Exercise directions:
Repetition must be exact and must stop with the line bearing "c.lineJoin = 'round';". It begins at the first line of the records and includes no pictures.

Data extracted from a collection:
******

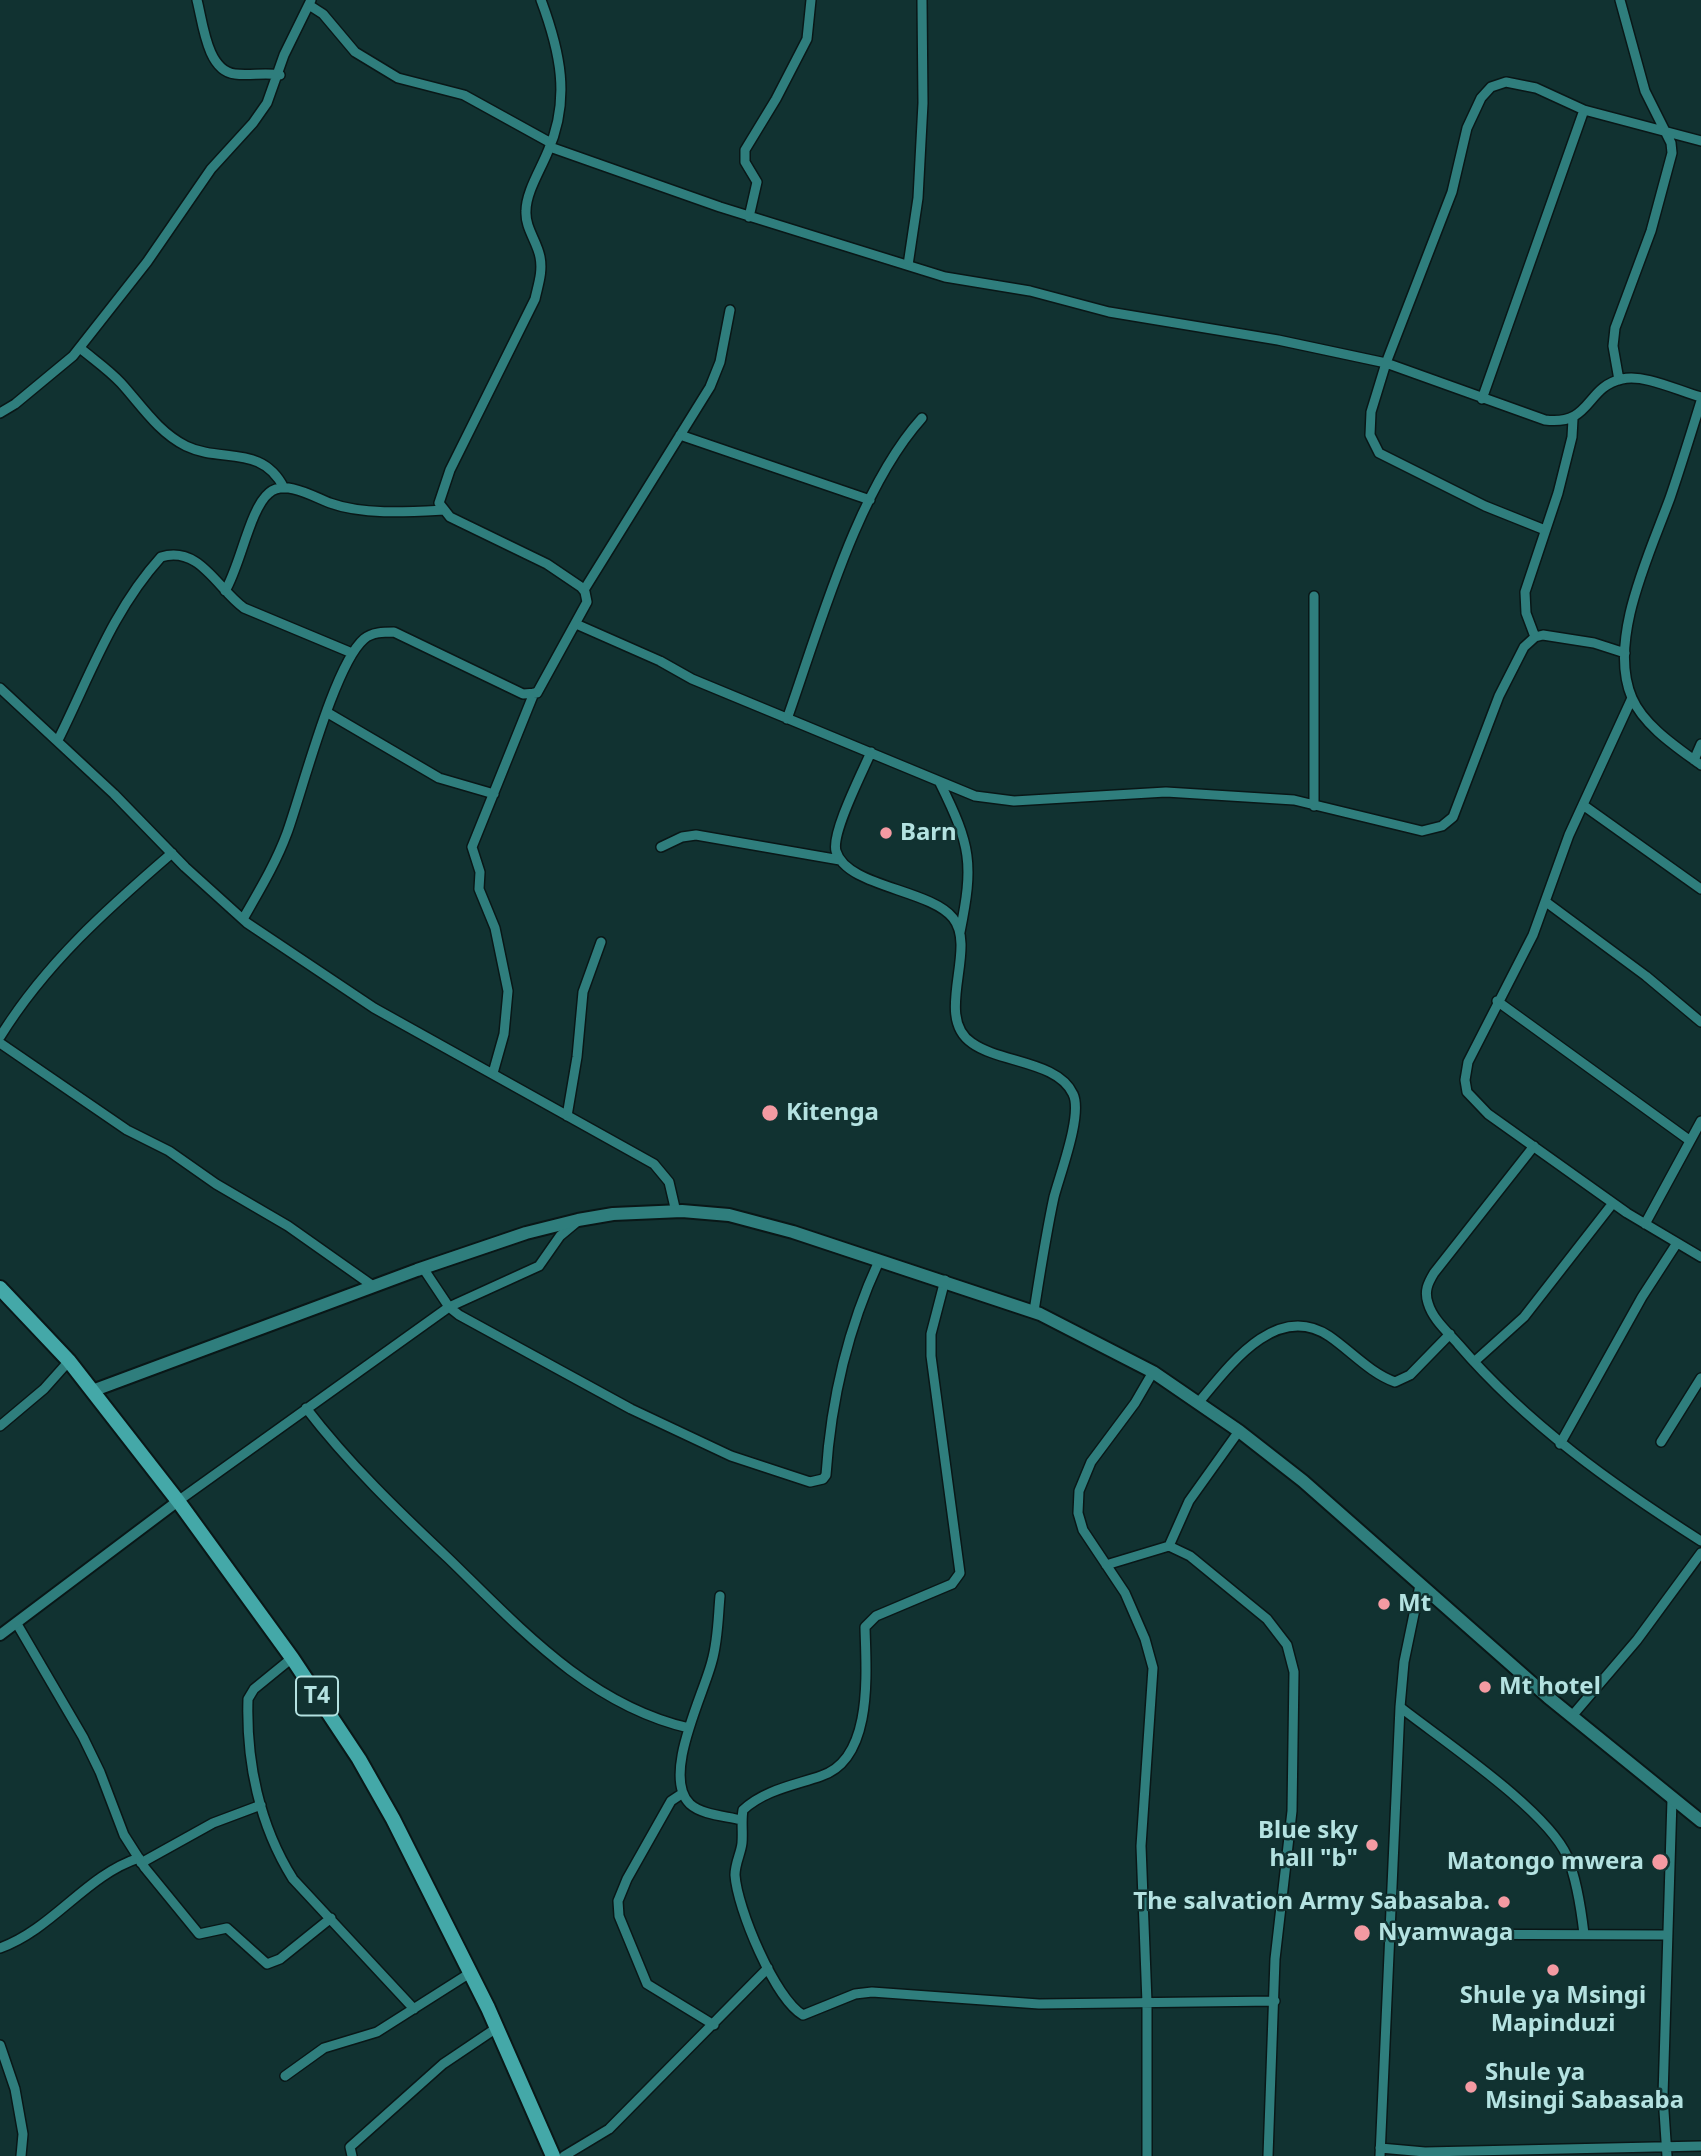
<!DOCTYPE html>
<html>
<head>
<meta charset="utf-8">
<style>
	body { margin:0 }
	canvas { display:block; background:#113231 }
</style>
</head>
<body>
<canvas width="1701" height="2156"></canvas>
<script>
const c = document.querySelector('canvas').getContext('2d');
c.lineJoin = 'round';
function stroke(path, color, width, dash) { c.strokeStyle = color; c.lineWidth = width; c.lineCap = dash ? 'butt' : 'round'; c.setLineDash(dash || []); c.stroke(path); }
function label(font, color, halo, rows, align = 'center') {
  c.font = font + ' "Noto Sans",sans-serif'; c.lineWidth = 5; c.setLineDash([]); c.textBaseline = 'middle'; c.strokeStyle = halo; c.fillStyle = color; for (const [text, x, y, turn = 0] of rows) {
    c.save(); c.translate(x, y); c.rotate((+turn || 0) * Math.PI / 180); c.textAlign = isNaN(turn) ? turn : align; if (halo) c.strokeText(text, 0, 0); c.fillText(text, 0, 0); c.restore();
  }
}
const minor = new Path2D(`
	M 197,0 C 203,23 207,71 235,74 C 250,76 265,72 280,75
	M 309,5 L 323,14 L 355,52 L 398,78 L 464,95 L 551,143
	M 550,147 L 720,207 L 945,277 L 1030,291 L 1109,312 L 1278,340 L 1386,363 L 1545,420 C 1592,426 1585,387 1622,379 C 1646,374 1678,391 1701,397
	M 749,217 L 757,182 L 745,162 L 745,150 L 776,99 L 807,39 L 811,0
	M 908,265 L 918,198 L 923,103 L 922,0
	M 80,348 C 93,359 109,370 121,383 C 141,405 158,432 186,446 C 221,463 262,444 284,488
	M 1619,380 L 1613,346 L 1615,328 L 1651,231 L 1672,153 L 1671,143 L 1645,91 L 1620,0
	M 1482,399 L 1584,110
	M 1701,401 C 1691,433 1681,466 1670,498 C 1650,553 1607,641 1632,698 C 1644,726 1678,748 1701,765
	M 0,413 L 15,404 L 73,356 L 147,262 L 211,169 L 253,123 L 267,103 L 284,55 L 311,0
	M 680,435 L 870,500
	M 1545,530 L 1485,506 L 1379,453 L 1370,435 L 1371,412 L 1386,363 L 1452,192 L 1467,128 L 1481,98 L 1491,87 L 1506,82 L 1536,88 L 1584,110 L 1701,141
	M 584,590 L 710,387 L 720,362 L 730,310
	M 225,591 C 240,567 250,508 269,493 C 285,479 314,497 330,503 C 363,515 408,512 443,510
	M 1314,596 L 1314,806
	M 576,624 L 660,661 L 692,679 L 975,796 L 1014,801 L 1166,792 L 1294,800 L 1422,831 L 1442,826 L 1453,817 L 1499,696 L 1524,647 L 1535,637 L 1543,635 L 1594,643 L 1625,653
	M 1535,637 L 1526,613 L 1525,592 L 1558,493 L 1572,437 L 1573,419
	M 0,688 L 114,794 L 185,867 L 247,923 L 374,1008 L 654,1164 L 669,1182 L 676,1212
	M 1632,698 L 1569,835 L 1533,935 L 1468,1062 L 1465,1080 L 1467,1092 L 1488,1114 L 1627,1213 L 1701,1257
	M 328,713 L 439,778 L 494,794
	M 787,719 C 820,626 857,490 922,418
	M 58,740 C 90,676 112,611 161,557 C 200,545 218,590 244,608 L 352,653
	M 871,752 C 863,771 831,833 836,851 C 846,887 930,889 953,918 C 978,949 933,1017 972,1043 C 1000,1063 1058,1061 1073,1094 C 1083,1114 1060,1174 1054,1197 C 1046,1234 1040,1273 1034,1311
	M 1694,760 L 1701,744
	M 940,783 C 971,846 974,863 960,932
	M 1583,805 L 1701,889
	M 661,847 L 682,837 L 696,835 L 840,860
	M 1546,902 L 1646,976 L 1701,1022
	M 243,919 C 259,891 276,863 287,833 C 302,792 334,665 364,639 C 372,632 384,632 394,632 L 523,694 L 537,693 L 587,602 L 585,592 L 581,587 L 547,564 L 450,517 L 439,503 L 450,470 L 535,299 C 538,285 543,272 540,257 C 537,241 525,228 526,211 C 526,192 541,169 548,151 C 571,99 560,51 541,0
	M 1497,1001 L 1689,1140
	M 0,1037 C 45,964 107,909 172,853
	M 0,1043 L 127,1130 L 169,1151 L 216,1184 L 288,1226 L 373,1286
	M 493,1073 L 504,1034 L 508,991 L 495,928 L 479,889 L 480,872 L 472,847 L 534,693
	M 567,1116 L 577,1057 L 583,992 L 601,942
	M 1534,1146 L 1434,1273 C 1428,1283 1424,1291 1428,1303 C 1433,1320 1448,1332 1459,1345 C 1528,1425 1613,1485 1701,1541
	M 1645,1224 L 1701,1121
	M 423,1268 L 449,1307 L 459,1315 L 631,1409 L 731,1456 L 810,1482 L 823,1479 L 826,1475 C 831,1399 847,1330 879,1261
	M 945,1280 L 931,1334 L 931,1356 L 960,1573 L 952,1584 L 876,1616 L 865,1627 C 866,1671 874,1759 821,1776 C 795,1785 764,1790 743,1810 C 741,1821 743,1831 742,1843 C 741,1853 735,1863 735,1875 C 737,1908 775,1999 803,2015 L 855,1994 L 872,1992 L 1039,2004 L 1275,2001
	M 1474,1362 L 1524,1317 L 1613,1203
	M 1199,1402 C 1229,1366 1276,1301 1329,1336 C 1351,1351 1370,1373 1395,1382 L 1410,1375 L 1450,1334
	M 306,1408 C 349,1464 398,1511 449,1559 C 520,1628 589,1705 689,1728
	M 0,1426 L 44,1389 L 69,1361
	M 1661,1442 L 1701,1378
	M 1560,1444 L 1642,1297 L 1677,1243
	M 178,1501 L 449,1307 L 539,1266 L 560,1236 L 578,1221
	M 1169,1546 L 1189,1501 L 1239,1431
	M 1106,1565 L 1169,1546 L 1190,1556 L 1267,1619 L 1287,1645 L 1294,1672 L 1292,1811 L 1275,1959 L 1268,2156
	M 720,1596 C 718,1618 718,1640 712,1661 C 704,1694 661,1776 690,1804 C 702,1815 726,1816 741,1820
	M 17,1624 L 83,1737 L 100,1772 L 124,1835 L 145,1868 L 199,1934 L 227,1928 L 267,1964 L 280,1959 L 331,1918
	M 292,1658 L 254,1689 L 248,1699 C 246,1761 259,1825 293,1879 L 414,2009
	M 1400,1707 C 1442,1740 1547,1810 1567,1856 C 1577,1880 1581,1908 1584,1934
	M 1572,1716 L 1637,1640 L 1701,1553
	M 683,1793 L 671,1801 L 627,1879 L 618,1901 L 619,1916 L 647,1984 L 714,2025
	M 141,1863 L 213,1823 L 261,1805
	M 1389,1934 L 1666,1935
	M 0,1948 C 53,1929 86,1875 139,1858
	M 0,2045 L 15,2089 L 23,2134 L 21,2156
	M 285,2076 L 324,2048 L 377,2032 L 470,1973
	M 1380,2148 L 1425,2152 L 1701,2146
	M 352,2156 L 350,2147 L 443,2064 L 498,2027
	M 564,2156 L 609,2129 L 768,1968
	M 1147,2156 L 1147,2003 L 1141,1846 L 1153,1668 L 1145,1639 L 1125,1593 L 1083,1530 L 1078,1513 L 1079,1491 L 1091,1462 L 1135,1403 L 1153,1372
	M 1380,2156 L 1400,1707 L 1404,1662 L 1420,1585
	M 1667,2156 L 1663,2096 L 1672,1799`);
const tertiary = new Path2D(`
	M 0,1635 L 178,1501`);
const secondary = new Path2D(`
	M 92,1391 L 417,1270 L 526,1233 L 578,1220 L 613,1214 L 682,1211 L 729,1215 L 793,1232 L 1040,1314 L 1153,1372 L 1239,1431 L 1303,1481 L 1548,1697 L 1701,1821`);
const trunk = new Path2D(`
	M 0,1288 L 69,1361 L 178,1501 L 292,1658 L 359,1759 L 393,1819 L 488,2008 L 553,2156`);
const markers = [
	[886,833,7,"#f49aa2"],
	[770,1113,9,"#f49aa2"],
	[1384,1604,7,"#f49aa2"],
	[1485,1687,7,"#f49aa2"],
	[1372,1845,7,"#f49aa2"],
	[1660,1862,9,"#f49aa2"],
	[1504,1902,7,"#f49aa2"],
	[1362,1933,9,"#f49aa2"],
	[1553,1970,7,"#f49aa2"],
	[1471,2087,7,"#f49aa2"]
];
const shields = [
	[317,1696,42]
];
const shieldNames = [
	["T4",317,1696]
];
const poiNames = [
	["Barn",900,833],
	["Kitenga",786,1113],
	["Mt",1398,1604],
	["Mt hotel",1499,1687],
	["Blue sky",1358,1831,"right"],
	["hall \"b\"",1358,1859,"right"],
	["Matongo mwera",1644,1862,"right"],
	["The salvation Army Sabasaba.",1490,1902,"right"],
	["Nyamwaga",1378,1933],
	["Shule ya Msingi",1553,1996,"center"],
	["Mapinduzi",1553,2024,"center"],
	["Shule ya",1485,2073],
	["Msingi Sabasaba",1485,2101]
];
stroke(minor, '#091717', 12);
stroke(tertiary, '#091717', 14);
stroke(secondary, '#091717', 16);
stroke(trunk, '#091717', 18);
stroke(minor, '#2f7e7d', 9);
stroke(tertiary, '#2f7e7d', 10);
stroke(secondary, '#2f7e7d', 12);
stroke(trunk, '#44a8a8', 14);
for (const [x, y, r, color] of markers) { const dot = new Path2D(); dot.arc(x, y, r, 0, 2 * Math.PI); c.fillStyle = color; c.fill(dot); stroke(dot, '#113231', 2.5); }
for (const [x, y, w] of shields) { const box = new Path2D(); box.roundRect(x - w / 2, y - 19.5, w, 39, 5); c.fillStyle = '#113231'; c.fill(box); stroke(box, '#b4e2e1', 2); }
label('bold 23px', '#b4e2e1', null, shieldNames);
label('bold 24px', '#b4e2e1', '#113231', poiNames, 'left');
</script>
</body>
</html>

******

Written answer:
<!DOCTYPE html>
<html>
<head>
<meta charset="utf-8">
<style>
	body { margin:0 }
	canvas { display:block; background:#113231 }
</style>
</head>
<body>
<canvas width="1701" height="2156"></canvas>
<script>
const c = document.querySelector('canvas').getContext('2d');
c.lineJoin = 'round';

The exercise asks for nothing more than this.